-- What the task asks --
Your answer should consist of every line from the records that holds the string "text".

-- Dataset extract --

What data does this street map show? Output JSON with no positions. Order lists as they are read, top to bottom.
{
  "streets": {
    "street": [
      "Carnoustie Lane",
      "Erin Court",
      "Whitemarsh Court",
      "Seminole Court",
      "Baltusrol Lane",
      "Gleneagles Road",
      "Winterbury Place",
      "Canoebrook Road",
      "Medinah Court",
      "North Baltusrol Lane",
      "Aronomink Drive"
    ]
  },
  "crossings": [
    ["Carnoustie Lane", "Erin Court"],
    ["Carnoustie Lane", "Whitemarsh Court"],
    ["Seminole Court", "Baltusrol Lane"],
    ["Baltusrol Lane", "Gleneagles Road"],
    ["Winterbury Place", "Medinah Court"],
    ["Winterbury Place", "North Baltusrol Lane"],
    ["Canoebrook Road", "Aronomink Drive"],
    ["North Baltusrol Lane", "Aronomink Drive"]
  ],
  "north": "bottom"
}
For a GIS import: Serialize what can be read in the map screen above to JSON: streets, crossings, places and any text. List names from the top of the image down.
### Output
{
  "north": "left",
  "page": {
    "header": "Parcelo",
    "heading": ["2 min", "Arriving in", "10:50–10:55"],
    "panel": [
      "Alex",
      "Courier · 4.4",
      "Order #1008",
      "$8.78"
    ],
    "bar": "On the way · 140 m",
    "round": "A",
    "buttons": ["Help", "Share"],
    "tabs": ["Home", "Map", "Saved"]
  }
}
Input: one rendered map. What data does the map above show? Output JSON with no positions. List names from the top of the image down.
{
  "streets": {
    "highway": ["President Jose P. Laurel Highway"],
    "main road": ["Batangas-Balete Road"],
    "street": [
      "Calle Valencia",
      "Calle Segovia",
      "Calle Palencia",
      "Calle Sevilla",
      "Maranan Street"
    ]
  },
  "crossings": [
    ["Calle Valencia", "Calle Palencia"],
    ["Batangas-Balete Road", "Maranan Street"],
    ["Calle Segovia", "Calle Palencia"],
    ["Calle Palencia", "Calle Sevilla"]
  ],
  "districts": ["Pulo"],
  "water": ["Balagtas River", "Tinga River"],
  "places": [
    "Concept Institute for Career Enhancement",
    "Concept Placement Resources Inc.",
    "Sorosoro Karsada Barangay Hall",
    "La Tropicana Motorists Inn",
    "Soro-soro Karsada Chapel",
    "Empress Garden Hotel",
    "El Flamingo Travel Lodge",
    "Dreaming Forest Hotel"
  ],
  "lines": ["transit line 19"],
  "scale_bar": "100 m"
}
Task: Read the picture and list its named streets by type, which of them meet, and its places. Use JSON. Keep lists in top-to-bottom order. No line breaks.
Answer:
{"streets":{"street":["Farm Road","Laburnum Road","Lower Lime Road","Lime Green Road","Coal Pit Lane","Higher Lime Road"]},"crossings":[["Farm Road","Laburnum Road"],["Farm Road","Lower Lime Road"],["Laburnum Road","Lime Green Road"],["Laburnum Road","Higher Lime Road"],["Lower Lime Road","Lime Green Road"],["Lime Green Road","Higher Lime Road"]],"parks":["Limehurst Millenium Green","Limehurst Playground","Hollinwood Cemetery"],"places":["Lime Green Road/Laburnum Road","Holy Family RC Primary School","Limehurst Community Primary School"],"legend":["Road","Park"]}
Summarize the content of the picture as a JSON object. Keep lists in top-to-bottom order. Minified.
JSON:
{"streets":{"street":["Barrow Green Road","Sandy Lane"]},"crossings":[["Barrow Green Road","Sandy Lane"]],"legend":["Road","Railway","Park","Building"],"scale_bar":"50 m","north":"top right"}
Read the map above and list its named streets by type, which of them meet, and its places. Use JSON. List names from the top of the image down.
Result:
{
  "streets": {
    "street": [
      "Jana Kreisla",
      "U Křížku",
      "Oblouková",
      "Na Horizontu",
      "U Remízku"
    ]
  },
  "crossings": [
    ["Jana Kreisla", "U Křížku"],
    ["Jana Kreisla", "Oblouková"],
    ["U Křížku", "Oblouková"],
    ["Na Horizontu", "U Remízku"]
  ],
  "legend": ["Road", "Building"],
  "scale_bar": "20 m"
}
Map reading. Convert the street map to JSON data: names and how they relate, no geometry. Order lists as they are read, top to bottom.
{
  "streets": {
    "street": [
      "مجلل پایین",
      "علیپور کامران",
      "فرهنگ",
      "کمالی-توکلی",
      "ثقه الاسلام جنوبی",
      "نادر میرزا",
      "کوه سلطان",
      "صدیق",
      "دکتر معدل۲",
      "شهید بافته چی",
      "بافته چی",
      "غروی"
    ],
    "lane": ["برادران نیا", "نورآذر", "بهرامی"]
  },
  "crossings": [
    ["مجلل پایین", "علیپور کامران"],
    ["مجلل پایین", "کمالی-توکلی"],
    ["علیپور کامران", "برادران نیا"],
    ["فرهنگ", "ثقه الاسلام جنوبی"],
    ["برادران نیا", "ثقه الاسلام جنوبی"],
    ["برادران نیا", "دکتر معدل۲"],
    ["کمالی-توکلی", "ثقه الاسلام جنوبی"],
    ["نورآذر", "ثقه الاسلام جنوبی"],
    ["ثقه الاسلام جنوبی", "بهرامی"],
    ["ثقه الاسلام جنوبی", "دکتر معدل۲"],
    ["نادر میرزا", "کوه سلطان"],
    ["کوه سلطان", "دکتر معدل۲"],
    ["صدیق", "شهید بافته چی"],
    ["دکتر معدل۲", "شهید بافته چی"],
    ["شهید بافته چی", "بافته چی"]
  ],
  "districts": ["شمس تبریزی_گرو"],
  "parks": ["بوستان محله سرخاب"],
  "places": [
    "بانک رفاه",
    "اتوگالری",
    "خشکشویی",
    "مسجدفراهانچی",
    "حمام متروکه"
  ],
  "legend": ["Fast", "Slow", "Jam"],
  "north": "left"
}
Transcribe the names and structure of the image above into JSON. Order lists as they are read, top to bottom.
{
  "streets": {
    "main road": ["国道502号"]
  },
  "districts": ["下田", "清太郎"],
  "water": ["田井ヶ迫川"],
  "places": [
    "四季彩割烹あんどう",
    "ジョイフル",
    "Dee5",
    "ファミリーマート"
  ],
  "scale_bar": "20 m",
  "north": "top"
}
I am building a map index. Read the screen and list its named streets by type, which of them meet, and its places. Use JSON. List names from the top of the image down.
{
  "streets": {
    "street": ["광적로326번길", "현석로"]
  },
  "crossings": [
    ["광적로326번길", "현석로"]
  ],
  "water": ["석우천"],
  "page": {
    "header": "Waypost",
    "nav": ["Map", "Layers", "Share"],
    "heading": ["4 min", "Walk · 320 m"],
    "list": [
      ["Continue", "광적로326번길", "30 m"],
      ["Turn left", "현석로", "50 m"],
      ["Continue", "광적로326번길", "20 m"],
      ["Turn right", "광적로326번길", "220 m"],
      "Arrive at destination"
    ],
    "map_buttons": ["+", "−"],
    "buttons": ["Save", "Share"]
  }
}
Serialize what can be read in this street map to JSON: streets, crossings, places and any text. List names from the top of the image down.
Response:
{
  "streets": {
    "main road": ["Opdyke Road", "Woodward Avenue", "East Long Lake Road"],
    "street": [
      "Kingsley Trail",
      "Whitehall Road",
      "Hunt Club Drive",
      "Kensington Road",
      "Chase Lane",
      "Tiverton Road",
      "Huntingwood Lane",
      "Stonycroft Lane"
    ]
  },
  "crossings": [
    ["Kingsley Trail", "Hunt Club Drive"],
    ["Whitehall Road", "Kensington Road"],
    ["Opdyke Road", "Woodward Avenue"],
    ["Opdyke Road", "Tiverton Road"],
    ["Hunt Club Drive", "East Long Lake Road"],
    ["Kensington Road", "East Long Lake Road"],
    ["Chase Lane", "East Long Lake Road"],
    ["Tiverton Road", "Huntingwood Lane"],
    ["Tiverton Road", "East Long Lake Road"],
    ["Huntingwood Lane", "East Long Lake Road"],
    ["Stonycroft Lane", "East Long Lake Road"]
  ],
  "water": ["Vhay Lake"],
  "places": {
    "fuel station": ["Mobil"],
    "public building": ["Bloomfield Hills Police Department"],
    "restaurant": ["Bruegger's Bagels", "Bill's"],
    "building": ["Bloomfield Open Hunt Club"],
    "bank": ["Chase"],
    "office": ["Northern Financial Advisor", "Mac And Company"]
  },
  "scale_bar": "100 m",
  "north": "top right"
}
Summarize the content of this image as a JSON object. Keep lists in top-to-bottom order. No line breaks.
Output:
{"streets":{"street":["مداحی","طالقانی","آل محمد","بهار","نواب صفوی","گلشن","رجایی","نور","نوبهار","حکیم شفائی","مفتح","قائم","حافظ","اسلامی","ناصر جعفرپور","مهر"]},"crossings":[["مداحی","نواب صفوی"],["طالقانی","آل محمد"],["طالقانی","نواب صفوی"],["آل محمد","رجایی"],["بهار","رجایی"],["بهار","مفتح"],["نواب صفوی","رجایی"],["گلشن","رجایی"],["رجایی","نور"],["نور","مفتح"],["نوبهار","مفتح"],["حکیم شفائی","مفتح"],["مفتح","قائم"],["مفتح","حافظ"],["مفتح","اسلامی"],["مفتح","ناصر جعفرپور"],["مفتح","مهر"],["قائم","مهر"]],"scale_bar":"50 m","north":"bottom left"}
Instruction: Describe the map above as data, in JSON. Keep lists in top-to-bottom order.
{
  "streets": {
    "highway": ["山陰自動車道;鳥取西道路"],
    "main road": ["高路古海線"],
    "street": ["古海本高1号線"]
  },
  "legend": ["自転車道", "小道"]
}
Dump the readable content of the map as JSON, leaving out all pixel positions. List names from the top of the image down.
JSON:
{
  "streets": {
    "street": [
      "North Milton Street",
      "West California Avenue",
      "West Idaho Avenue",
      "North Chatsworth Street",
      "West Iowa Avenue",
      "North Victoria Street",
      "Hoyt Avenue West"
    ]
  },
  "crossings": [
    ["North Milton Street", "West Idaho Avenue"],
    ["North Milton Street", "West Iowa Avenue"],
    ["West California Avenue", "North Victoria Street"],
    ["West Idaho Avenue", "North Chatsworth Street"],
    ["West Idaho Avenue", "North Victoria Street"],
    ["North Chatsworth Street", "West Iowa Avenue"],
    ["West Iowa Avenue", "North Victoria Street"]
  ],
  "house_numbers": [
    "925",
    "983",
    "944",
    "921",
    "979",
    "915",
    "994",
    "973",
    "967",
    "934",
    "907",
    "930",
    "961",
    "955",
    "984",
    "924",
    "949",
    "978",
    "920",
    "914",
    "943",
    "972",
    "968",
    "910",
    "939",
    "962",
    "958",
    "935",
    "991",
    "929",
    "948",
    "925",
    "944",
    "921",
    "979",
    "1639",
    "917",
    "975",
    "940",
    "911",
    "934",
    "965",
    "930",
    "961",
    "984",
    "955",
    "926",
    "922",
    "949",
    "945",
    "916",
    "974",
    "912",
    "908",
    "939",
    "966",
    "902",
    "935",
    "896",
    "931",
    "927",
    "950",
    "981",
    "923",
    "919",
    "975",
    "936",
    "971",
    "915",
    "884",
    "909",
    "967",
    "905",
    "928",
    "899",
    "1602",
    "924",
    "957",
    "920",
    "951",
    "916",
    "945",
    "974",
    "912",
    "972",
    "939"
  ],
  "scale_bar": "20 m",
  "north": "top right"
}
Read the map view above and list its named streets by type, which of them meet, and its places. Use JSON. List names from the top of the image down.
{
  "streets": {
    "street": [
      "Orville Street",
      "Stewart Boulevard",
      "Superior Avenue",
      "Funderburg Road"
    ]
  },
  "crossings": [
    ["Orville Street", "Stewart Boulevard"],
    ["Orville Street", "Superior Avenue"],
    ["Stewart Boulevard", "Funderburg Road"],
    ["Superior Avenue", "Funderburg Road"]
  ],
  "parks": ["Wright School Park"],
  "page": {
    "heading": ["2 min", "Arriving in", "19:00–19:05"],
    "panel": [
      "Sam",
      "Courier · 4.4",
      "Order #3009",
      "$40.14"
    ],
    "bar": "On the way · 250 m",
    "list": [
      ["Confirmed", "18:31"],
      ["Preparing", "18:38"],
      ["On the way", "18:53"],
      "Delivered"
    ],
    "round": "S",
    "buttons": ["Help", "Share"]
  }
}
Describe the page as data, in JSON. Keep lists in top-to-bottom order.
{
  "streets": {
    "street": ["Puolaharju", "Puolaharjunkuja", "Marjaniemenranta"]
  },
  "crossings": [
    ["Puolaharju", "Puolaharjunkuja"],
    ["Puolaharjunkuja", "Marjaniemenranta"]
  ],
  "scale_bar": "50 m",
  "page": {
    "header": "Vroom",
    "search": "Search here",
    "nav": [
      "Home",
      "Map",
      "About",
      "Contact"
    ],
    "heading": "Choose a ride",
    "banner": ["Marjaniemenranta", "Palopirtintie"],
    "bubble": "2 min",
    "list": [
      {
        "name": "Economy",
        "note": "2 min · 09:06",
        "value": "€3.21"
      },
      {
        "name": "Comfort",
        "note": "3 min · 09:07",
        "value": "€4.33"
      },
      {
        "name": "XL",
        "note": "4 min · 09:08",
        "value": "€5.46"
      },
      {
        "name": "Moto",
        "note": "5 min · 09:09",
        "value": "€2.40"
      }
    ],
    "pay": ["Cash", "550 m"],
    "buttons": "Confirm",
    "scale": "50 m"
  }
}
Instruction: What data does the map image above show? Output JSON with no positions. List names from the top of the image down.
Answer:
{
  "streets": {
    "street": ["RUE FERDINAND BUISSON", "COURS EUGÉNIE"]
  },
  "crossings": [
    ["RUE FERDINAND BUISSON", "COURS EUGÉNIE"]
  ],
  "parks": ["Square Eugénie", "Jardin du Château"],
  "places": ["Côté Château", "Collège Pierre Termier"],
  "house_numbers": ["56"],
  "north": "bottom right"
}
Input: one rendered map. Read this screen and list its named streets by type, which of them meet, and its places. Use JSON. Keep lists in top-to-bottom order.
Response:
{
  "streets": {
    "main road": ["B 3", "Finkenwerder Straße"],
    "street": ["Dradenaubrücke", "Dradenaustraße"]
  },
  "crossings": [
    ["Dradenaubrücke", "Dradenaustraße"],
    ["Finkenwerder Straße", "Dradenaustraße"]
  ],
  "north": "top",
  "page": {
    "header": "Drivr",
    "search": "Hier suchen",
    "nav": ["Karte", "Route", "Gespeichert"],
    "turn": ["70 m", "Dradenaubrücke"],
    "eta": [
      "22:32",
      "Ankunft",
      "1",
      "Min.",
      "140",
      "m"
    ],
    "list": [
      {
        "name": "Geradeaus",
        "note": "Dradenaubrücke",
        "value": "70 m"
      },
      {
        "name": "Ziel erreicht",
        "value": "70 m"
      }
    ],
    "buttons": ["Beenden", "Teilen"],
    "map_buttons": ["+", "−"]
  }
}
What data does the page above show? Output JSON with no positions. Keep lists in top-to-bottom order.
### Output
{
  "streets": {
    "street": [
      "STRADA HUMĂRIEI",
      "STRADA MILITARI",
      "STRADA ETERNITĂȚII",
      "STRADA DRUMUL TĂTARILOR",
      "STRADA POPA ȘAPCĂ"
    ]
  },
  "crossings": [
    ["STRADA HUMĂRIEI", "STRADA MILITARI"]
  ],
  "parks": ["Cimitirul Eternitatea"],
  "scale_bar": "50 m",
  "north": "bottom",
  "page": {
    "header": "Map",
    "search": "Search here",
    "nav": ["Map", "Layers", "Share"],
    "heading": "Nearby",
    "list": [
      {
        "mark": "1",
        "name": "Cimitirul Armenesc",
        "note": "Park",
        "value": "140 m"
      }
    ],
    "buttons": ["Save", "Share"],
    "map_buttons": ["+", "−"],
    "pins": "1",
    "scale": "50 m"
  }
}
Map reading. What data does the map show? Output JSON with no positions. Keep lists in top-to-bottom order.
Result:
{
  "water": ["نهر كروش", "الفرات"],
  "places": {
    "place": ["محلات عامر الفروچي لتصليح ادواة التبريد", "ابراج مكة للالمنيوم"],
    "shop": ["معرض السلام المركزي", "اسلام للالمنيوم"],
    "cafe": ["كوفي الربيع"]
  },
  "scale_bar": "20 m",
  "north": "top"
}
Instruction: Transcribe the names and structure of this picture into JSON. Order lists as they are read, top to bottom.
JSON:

-- Solution --
For a GIS import: Serialize what can be read in the map screen above to JSON: streets, crossings, places and any text. List names from the top of the image down.
Serialize what can be read in this street map to JSON: streets, crossings, places and any text. List names from the top of the image down.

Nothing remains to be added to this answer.